Azerbaijani rhythmic gymnast

Narmina Samadova (born 10 June 2004) is an Azerbaijani rhythmic gymnast. She represented Azerbaijan at the 2020 Summer Olympics in the group all-around. As an individual, she competed at the 2019 Junior World Championships and the 2018 Junior European Championships.

== Career ==
Samadova began rhythmic gymnastics in 2008.

===Junior===
Samadova began her career as an individual rhythmic gymnast. She finished second in the all-around at the 2017 Junior Azerbaijan Championships.
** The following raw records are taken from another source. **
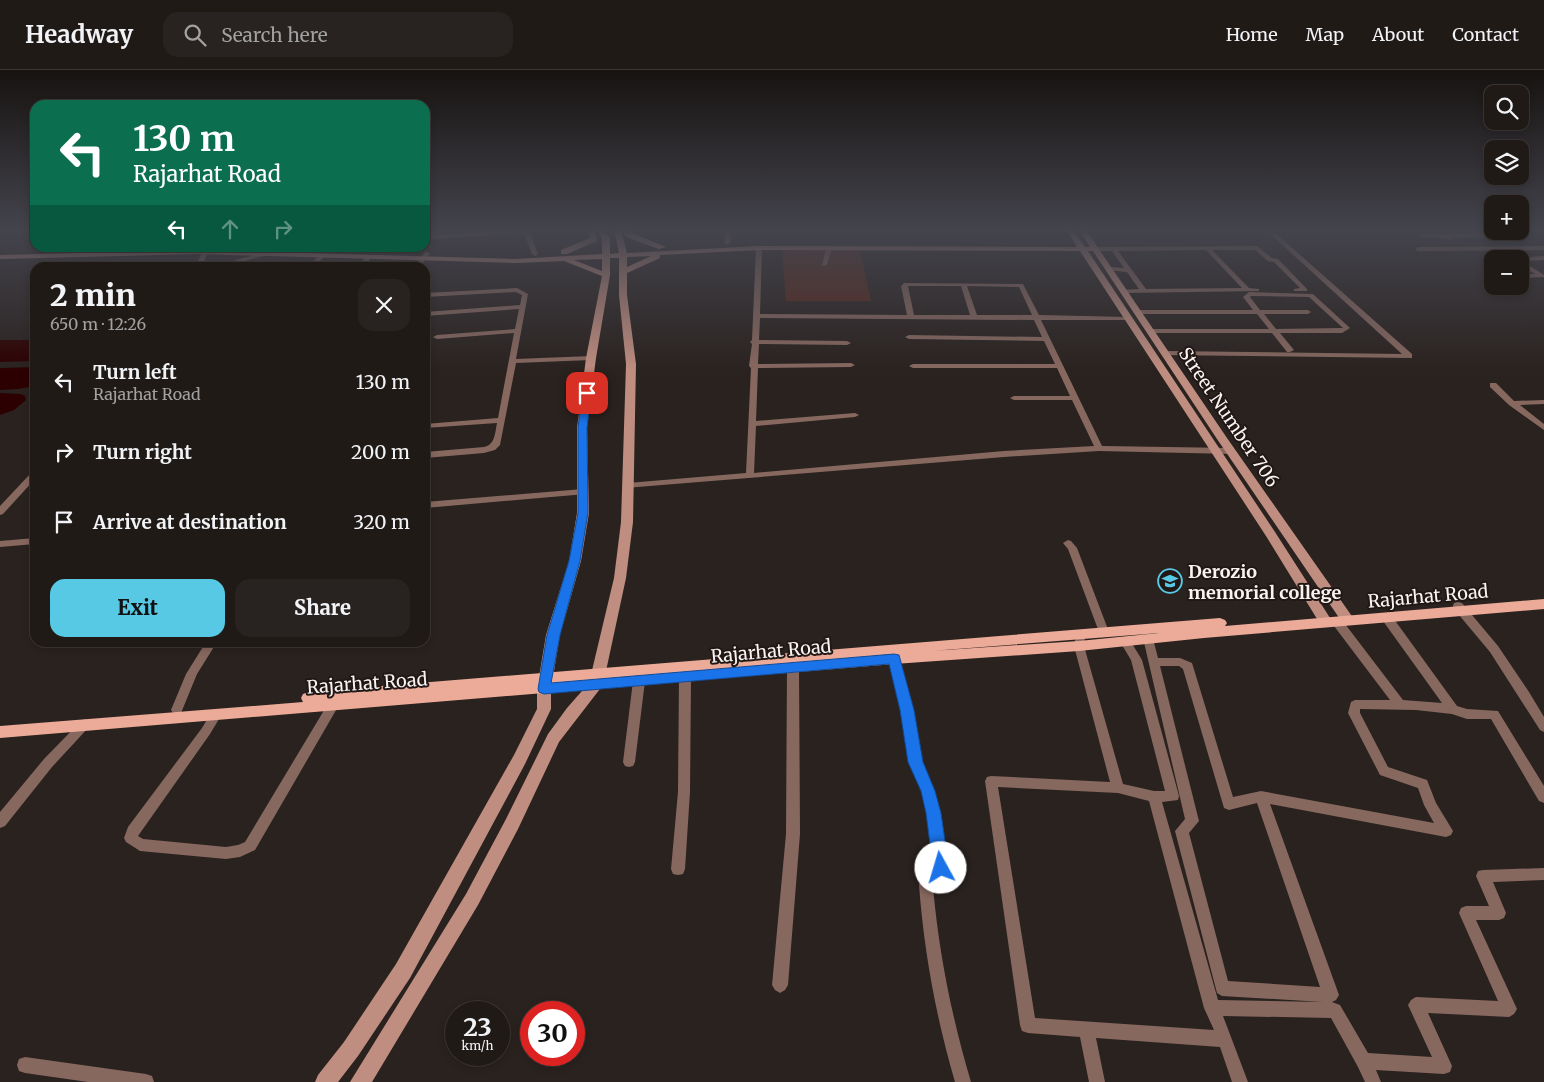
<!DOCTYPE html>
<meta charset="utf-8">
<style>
body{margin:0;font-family:Merriweather,serif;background:#282320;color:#f1f3f6;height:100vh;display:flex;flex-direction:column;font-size:19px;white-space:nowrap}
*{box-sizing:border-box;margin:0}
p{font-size:16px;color:#a2a1a1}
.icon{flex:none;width:28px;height:28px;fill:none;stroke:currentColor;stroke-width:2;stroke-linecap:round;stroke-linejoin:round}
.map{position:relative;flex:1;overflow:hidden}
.side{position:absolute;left:30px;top:192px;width:400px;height:385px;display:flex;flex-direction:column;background:#201a17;border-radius:15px;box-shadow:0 2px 8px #0003,0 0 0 1px #3d3836}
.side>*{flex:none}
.top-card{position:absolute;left:30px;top:30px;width:400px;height:152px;border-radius:15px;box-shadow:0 2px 8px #0003,0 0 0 1px #3d3836;background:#0b6e4f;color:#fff;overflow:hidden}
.tools{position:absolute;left:1484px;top:15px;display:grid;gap:10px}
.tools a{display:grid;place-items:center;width:45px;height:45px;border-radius:10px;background:#201a17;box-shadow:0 2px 8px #0003,0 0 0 1px #3d3836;font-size:25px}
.speed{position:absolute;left:445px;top:931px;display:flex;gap:10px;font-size:25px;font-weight:700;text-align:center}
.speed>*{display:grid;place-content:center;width:65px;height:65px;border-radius:50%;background:#201a17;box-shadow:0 2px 8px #0003,0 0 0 1px #3d3836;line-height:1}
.speed small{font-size:12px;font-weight:400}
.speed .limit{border:8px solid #d22;background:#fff;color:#111}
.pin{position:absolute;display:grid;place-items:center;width:42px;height:42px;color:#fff;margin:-21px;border-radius:10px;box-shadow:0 2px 8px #0006}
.me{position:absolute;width:55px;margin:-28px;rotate:354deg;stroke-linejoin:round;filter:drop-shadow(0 0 4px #0008)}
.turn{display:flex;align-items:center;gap:18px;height:105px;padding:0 20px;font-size:22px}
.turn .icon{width:65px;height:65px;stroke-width:2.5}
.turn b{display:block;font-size:35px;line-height:42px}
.lanes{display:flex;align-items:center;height:48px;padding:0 20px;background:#0003;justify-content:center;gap:25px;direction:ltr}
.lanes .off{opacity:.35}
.round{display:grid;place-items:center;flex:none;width:52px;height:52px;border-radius:15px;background:#282320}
.summary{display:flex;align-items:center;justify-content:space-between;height:85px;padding:0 20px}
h1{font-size:30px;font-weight:800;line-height:38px}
.action{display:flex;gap:10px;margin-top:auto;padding:10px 20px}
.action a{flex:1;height:58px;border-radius:15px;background:#58c9e4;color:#111;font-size:20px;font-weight:800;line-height:58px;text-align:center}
.action a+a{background:#282320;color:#f1f3f6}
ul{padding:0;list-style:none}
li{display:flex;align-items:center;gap:15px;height:70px;padding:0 20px}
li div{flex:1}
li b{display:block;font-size:19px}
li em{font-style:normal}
header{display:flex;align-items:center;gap:30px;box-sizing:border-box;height:70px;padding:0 25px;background:#201a17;border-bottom:1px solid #3d3836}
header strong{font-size:24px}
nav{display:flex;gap:28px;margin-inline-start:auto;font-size:18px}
.search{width:350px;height:45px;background:#282320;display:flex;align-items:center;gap:12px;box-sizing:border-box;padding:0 18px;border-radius:15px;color:#a2a1a1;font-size:19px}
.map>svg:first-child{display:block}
.green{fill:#58271a}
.water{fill:#2c0000}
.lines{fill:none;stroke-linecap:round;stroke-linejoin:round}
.stream{stroke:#2c0000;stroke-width:2}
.street{fill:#87685f;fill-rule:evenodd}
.secondary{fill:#c08e80;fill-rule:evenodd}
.primary{fill:#ecab99;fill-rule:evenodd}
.route{fill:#1a73e8;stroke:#114b97}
.labels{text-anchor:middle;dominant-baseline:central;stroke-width:4;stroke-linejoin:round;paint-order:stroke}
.street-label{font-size:18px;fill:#f9f3f1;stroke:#211816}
.poi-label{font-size:18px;font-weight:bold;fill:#f9f3f1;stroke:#211816;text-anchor:start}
</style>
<header>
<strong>Headway</strong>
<div class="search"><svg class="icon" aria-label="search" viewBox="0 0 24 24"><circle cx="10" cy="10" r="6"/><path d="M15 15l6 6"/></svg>Search here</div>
<nav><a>Home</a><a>Map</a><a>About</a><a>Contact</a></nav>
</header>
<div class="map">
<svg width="1544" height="1012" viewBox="0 0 1544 1012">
<rect width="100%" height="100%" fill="#2a221f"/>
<!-- green -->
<path class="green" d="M782,180H860L871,231H786Z"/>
<!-- water -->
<path class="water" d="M0,270H35V291L0,292Z
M35,297V316L18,319L0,320V298Z
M0,323L21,324L25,326L26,330L14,340L0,345Z"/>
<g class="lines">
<!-- stream -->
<path class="stream" d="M0,171L20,160"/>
<!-- street -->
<path class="street" d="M428,160H434L433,165L529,160L538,184L535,186L532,184L524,163L430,169L427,167Z
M725,160H731L730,173L727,175L724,173Z
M1266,160H1272L1412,284V288L1163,285L1162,283L1166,281L1402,284Z
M1505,161H1511L1513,163L1508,166L1453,168L1450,170L1445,168L1422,167L1419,165L1422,163L1446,164L1506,162Z
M759,176L762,178L760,244L907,245L901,216L904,213L1023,214L1039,245L1129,247V249L1127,250H1041L1102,376L1231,378L1235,381L1231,384L1099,381L1004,387L625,418L624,416L625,414L628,413L746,403L751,298L749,296L752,274L750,272L752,270L756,178ZM908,216H961L970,245H914ZM967,216L1019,217L1032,245H977ZM760,248L1034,250L1042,267L909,265L905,267L909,269L1044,271L1055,294H913L909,296L913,298H1057L1070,326H1014L1010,328L1014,330H1072L1094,376L1004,381L754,403L756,356L855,347L859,345L855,343L756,351L758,298L851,297L855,295L851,293L758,294L759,274L847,275L851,273L847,271L759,270Z
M829,176L832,178L827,195L822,196L826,178Z
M1257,176L1272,188L1278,189L1307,219V221H1294V219L1300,218L1274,192L1268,191L1255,180H1212L1249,218L1259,219V221L1124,223L1122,222V220L1139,219L1127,202L1107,200V198L1109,197L1124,198L1112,181H1096L1093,179L1096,177ZM1206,180L1242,218L1146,219L1118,181Z
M1544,176V180L1418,181L1415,179L1418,177Z
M205,180L208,182L201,198H195L202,182Z
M266,182L269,184L268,185L240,192L231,198H223L236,190Z
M425,182L430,183L419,198H413Z
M321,184L326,185L313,198H306Z
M367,185L372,186L364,198H357Z
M1544,186V190L1522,191L1544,205V207L1520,208V204H1535L1520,195V189H1515L1516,188Z
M517,218L528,224L516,289L591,286L595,288L591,290L516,293L500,375L495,380L484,383L425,388V382L484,377C495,375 495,363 497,353L425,358V354L498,348L514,263L437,269L433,267L437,265L515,259L519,239L425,246V242L520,235L522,225L516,222L425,227V223Z
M1249,222L1313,224L1350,258L1342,263H1280L1294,280L1290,282H1287L1272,263H1151L1148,261L1151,259H1269L1257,244H1138L1135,242L1138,240H1253L1243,227ZM1251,226L1309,227L1343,258L1276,259L1264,244H1308L1311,242L1308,240H1260L1250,227Z
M1490,313H1496L1514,331L1544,330V334L1520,335L1544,354V360L1509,335L1490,317Z
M35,401V409L3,444L0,445V436L32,402Z
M583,419L587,422L586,424L425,438V432Z
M35,468V474L0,477V471Z
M1068,470L1071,471L1077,478L1109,562L1108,565H1100L1099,562L1068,479L1063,473Z
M1458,532L1462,533L1498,576L1529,622L1544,647V662L1540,660L1490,582L1454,539L1453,536L1454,533Z
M1387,544L1391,545L1457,636L1467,639L1498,641L1544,716V733L1539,731L1491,649H1467L1452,644L1416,640L1360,639V643L1388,697L1427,710L1436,733L1453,761L1451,765L1446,767L1270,734L1339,925L1336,930L1332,932L1340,935L1368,983L1432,987L1408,935L1411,930L1416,927L1498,931L1459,843L1461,838L1466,836H1489L1476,806L1478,801L1483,800L1544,798V810L1493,812L1506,843L1504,848L1499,850H1476L1517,939L1514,944L1509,947L1428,943L1452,996L1450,1002L1444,1004L1376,1000L1381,1012H1365L1358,997L1331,948L1223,946L1248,1012H1232L1220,977L1096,968L1105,1012H1089L1080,967L1028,963L1022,961L1020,955L985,711L987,707L991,706L1110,712L1074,576L1076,565H1084L1085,568L1084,576L1123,714L1154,721H1165L1131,590L1119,570L1120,567H1128L1142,590L1179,726L1178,730L1162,732L1218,930L1323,932L1222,926L1217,923L1175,761L1185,749L1143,568L1144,565H1152L1158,588H1180L1192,593L1233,727L1261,721L1434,753L1424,735L1418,718L1380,705L1348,643L1351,632L1355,630H1390L1334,556L1333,553L1334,550H1342L1403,630L1442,633L1383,551L1382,548L1383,545ZM1160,596H1179L1183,599L1224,738L1229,740L1257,733L1320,917L1228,911L1189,763L1199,751ZM998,717L1118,723L1149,731L1204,938L1214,960L1035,948Z
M206,572H217L197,604L181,643L177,645L173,643L171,640L186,604Z
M893,577L897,578L898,581L913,641L922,692L934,721L940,743L948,798L933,817C939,884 952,948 971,1012H955C936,947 924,882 919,815L921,810L934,796L928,743L922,721L910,692L901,641L888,581L889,578Z
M793,594L797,595L799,598L800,764L788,915L785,920L780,923L775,920L772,915L786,764L787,598L789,595Z
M685,603L689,604L691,607L690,722L685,799L683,804L678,805L673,804L671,799L678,722L679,607L681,604Z
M639,607L643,608L645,611L635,692L633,696L629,697L625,696L623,692L633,611L635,608Z
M333,630L337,632L339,635L255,780L240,787L226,789L140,781L126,772L124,768L128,757L202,658L212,641L216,639L220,641L222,644L210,664L138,766L143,769L226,777L238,775L245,772L329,632Z
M85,649L89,651L91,654L89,657L52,697L5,756L0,758V742L44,689L81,651Z
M25,987L146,1004L152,1006L154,1012H88L25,1003L19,1001L17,995L19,989Z"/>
<!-- secondary -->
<path class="secondary" d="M588,160H595L597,171L567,184H561V180L590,168Z
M598,160H604L610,169V184L619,183L614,160H621L627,183L759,176L1077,177L1067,160H1073L1085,177H1090L1079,160H1086L1227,368L1356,552L1354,555H1344L1217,369L1093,181H1088L1275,462L1332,551L1334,554L1332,557H1322L1266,466L1080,181L759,180L660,185V188L627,203V225L636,294L633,452L626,508L603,615L559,672L518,759L478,835L372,1012H350L466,824L506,749L548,664L567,638L589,613L614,508L621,452L626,294L619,225V188H610V205L596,288L587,358L589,443L581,491L560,565L551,619V639L525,694L410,908L358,986L338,1012H315L318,1005L344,972L396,894L514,685L537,639V619L546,565L569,491L577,443V358L586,288L602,206L564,191L515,193L198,184L0,189V185L198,180L515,189L602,184V169ZM651,186L627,197V187ZM602,189V201L574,190Z
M621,160H629L632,163L666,177L659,179L626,167Z"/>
<!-- primary -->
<path class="primary" d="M1544,529V539L1204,568L1079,581L894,594L0,668V656L303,632L301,628L303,624L308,622L1220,548L1225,550L1227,553L1225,556ZM1159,563L1079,571L931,581Z"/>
</g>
<!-- sky -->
<linearGradient id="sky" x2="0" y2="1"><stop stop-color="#171311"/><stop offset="0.53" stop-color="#44444d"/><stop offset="1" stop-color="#44444d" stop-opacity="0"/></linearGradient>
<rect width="1544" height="302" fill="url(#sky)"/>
<!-- route -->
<path class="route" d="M587,320L591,323L587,358L588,443L580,491L560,565L551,613L894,584L899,585L914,640L923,692L935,721L941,743L949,798L947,803L941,805L936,803L933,798L926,743L921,721L908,692L900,640L889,594L544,624L539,622L538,619L547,565L569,491L578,443V358L582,323Z"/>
<!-- icons -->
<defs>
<g id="university-ring" transform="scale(1.25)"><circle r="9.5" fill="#211816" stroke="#58c9e4" stroke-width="1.5"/><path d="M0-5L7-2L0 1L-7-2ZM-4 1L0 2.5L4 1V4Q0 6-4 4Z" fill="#58c9e4"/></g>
</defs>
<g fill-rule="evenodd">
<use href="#university-ring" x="1170" y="511"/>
</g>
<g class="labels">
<!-- street labels -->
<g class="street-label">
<text transform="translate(1229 347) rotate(56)">Street Number 706</text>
<text transform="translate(1428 526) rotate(-5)">Rajarhat Road</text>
<text transform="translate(771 581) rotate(-5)">Rajarhat Road</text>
<text transform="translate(367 613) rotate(-4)">Rajarhat Road</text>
</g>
<!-- poi labels -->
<g class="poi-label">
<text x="1188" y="501">Derozio<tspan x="1188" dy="21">memorial college</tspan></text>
</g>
</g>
</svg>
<div class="tools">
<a><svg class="icon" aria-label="search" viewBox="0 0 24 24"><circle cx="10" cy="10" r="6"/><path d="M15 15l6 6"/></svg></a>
<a><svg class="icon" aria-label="layers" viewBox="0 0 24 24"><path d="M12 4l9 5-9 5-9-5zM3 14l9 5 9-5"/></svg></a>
<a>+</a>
<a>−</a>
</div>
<div class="speed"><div>23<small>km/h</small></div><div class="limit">30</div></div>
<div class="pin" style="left:587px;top:323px;background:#d93025"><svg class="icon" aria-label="arrive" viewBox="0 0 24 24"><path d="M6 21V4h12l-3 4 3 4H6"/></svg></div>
<svg class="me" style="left:941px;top:798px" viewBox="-20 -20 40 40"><circle r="19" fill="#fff"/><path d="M0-13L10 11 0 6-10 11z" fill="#1a73e8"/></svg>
<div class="top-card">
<div class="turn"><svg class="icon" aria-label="left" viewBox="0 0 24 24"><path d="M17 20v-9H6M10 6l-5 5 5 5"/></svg><div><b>130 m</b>Rajarhat Road</div></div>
<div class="lanes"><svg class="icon" aria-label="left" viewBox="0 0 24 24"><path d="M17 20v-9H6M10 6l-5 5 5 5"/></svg><svg class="icon off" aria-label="ahead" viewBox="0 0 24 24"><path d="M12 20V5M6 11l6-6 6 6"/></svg><svg class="icon off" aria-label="right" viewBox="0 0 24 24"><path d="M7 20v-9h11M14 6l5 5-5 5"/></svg></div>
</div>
<section class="side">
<div class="summary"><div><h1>2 min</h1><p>650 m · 12:26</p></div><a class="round"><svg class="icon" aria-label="close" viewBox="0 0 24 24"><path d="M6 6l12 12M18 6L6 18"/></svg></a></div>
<ul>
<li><svg class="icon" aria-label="left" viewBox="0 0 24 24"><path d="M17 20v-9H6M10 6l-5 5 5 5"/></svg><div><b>Turn left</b><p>Rajarhat Road</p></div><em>130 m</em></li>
<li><svg class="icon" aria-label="right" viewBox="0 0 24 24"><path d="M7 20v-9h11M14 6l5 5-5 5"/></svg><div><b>Turn right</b></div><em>200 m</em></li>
<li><svg class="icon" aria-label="arrive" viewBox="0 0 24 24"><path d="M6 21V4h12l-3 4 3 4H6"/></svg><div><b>Arrive at destination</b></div><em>320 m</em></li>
</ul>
<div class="action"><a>Exit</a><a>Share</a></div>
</section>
</div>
At the 2018 Junior European Championships in Guadalajara, Spain, she placed fifth in the hoop event final and eighth in the clubs event final. She also helped the Azerbaijan team place sixth. Then at the 2019 Junior World Championships held in Moscow, she finished seventh in the clubs event final and fifth in the ribbon event final.

===Senior===
In 2021, Samadova competed at her first ever World Cup, in Sofia, where she finished in thirty-fifth place in the all-around. Right after, she competed at World Cup Tashkent and placed thirty-third in the all-around. Later, Samadova joined Azerbaijan's senior rhythmic group, replacing Maryam Safarova. At the 2021 European Championships, the group finished sixth in the 5 Balls event final and fourth in the 3 Hoops + 4 Clubs event final in addition to placing seventh in the group all-around and in the team competition. She was then selected to compete at the delayed 2020 Olympic Games alongside Laman Alimuradova, Zeynab Hummatova, Yelyzaveta Luzan, and Darya Sorokina. They finished tenth in the qualification round for the group all-around and were the second reserve for the final. Samadova was replaced by Gullu Aghalarzade in the group for the 2021 World Championships.